Regarding Kamaelia, the answer above doesn't really cover the benefit here. Kamaelia's approach provides a unified interface, which is pragmatic not perfect, for dealing with threads, generators & processes in a single system for concurrency.

Fundamentally it provides a metaphor of a running thing which has inboxes, and outboxes. You send messages to outboxes, and when wired together, messages flow from outboxes to inboxes. This metaphor/API remains the same whether you're using generators, threads or processes, or speaking to other systems.

The "not perfect" part is due to syntactic sugar not being added as yet for inboxes and outboxes (though this is under discussion) - there is a focus on safety/usability in the system.

Taking the producer consumer example using bare threading above, this becomes this in Kamaelia:

Pipeline(Producer(), Consumer() )

In this example it doesn't matter if these are threaded components or otherwise, the only difference is between them from a usage perspective is the baseclass for the component. Generator components communicate using lists, threaded components using Queue.Queues and process based using os.pipes.

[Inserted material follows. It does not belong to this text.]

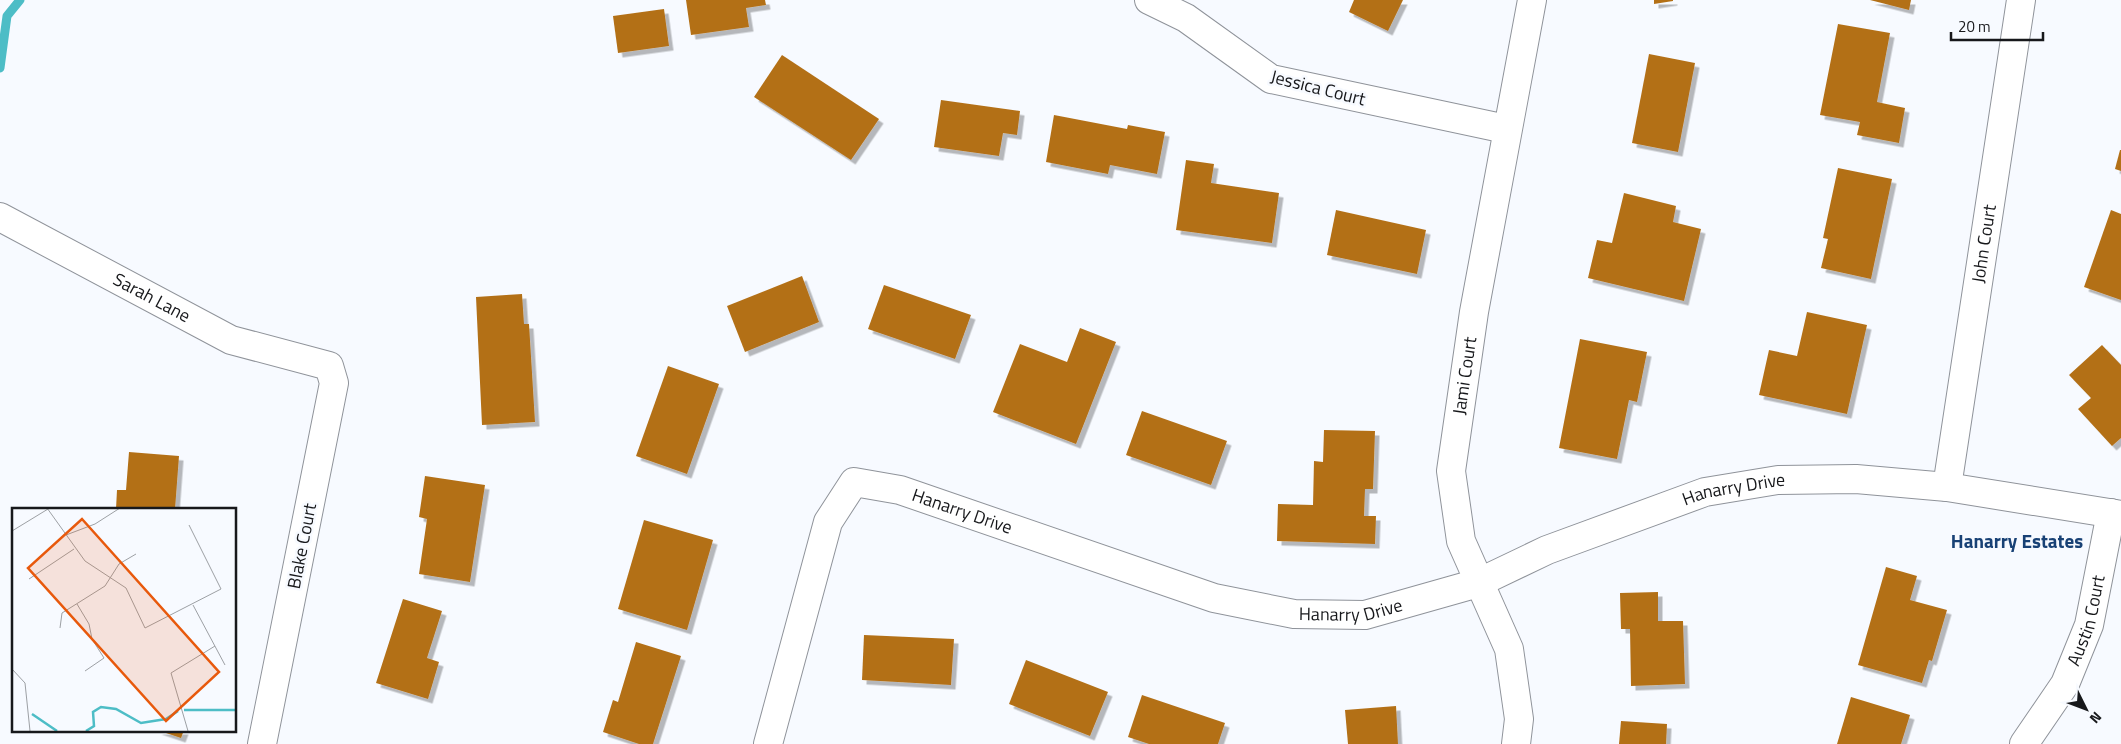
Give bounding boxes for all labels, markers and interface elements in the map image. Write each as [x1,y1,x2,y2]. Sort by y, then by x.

The reason behind this approach though is to make it harder to make hard to debug bugs. In threading - or any shared memory concurrency you have, the number one problem you face is accidentally broken shared data updates. By using message passing you eliminate one class of bugs.

If you use bare threading and locks everywhere you're generally working on the assumption that when you write code that you won't make any mistakes. Whilst we all aspire to that, it's very rare that will happen. By wrapping up the locking behaviour in one place you simplify where things can go wrong. (Context handlers help, but don't help with accidental updates outside the context handler)

Obviously not every piece of code can be written as message passing and shared style which is why Kamaelia also has a simple software transactional memory (STM), which is a really neat idea with a nasty name - it's more like version control for variables - ie check out some variables, update them and commit back. If you get a clash you rinse and repeat.

Relevant links:

Anyway, I hope that's a useful answer. FWIW, the core reason behind Kamaelia's setup is to make concurrency safer & easier to use in python systems, without the tail wagging the dog. (ie the big bucket of components

I can understand why the other Kamaelia answer was modded down, since even to me it looks more like an ad than an answer. As the author of Kamaelia it's nice to see enthusiasm though I hope this contains a bit more relevant content :-)

And that's my way of saying, please take the caveat that this answer is by definition biased, but for me, Kamaelia's aim is to try and wrap what is IMO best practice. I'd suggest trying a few systems out, and seeing which works for you. (also if this is inappropriate for stack overflow, sorry - I'm new to this forum :-)

Michael Sparks
+12  A: 

You've already gotten a fair variety of answers, from "fake threads" all the way to external frameworks, but I've seen nobody mention Queue.Queue -- the "secret sauce" of CPython threading.

To expand: as long as you don't need to overlap pure-Python CPU-heavy processing (in which case you need multiprocessing -- but it comes with its own Queue implementation, too, so you can with some needed cautions apply the general advice I'm giving;-), Python's built-in threading will do... but it will do it much better if you use it advisedly, e.g., as follows.

"Forget" shared memory, supposedly the main plus of threading vs multiprocessing -- it doesn't work well, it doesn't scale well, never has, never will. Use shared memory only for data structures that are set up once before you spawn sub-threads and never changed afterwards -- for everything else, make a single thread responsible for that resource, and communicate with that thread via Queue.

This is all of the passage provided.